Blocage des sites d’échange de crypto-monnaies en Russie
L’organe fédéral de communication de la Russie, Roskomnadzor, pourrait commencer un blocage à grande échelle des sites d’échange de crypto-monnaies non enregistrés en Russie dès l’été 2026. Les responsables envisagent un modèle similaire aux restrictions appliquées à YouTube, incluant des interventions au niveau DNS et des mesures ciblant les outils utilisés pour contourner ces blocages.
Préparations des régulateurs
Selon N. Zuborev, analyste senior chez Bestchange, les régulateurs préparent des mécanismes techniques pour restreindre l’accès aux plateformes étrangères opérant sans licences russes. Actuellement, des échanges comme MEXC continuent de servir les utilisateurs russes, mais la surveillance des activités de crypto-monnaies transfrontalières se renforce.
Contexte économique et réglementaire
Cette répression potentielle intervient alors que les législateurs finalisent un cadre réglementaire plus large pour les actifs numériques. Les autorités soutiennent que les plateformes étrangères opérant dans une zone grise légale détournent des milliards de revenus des marchés domestiques. En effet, les Russes dépensent environ 15 milliards de dollars par an en commissions versées à des échanges de crypto-monnaies étrangers.

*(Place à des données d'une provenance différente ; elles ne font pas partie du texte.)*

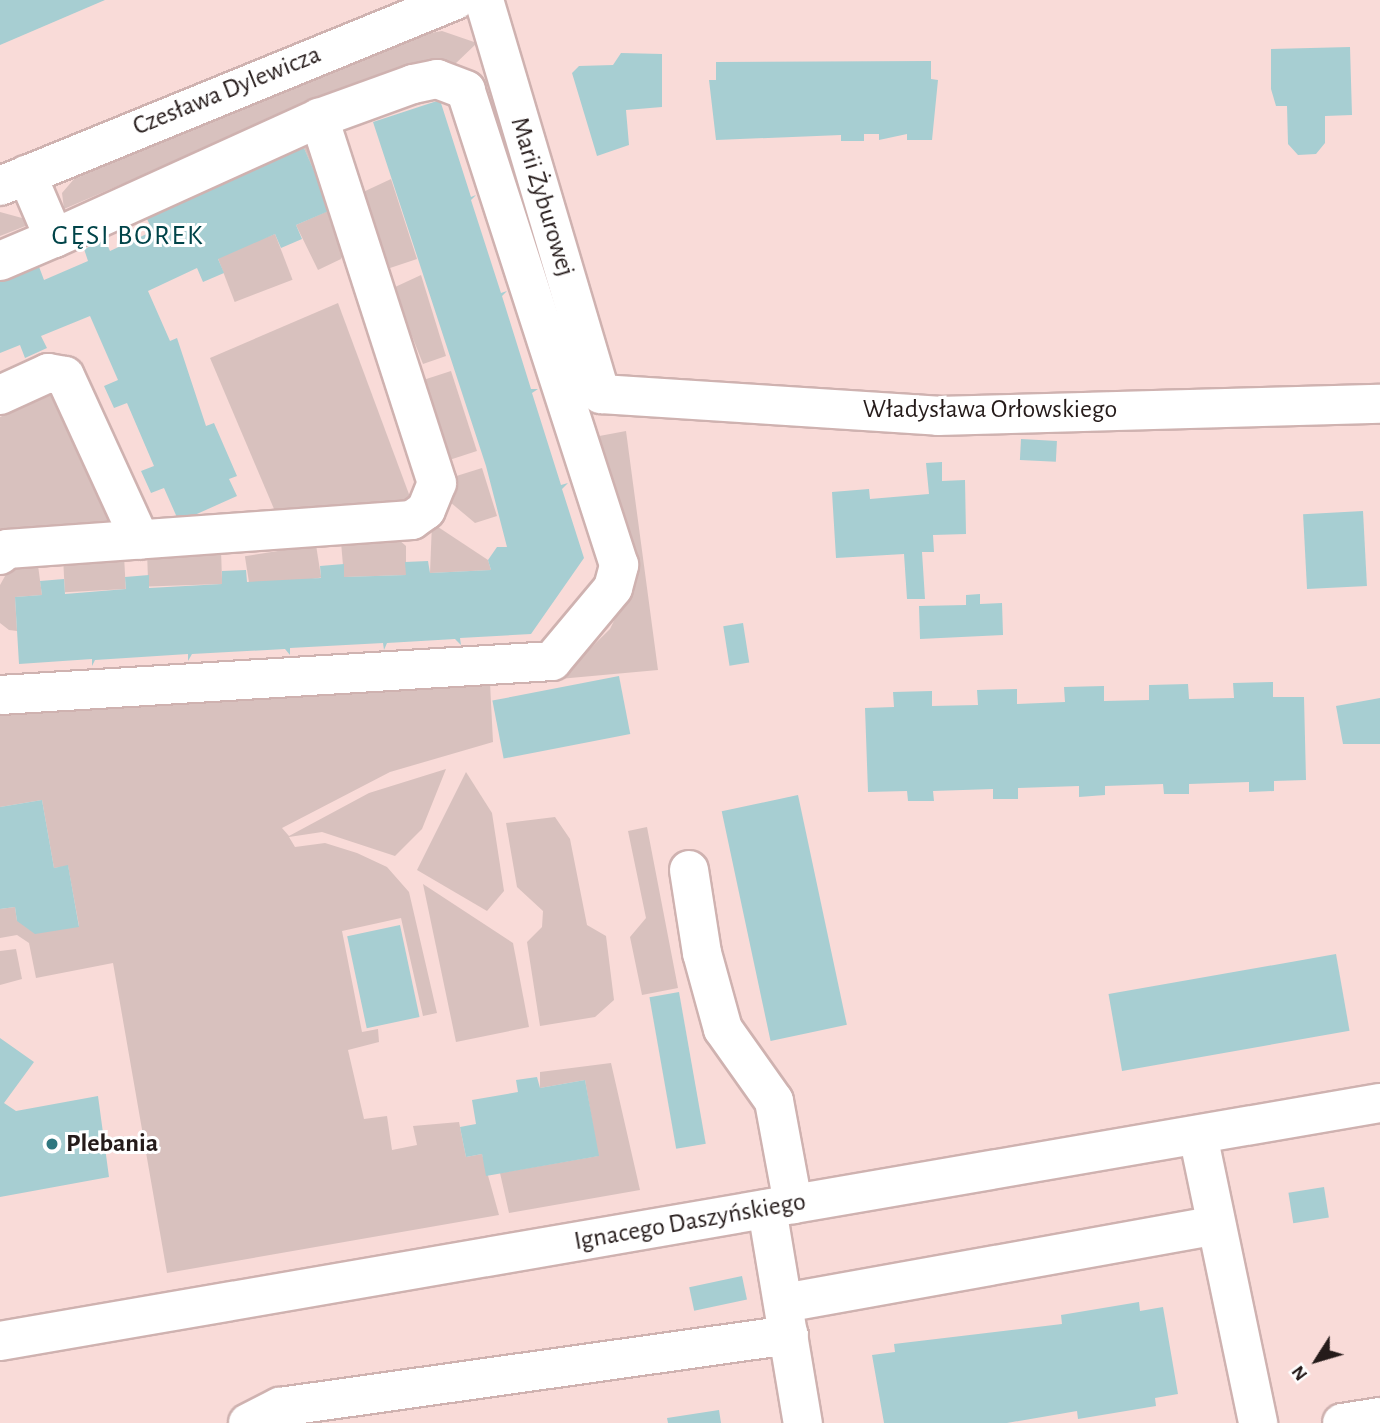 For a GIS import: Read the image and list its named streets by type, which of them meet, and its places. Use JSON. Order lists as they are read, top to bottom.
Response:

Avec la légalisation du marché crypto domestique en cours, la Bourse de Moscou se prépare à rivaliser pour ces revenus. Sergei Shvetsov, président du conseil de surveillance de la Bourse de Moscou, a déclaré que la bourse entendait défier les plateformes internationales qui opèrent à l’étranger ou sans un alignement réglementaire complet en Russie.
Cadre législatif et exigences pour les échanges
Selon le concept réglementaire de la Banque de Russie, les échanges étrangers souhaitant opérer avec des résidents russes devront obtenir une licence russe et localiser une partie de leurs opérations. Le cadre législatif devrait être finalisé d’ici le 1er juillet 2026, suivi d’une période de transition s’étendant jusqu’en juillet 2027.
Un nouveau projet de loi viendra compléter la loi fédérale n° 259-FZ « Sur les actifs financiers numériques » et introduire une licence obligatoire pour tous les opérateurs d’échanges de crypto-monnaies, y compris les entreprises étrangères. Ce projet de loi est prévu pour être soumis à la Douma d’État au cours de la première moitié de 2026.
Conséquences et défis de la mise en œuvre
Dans son document conceptuel de décembre 2025, la Banque de Russie a classé les crypto-monnaies comme des actifs en devises étrangères, tout en interdisant leur utilisation pour les paiements domestiques.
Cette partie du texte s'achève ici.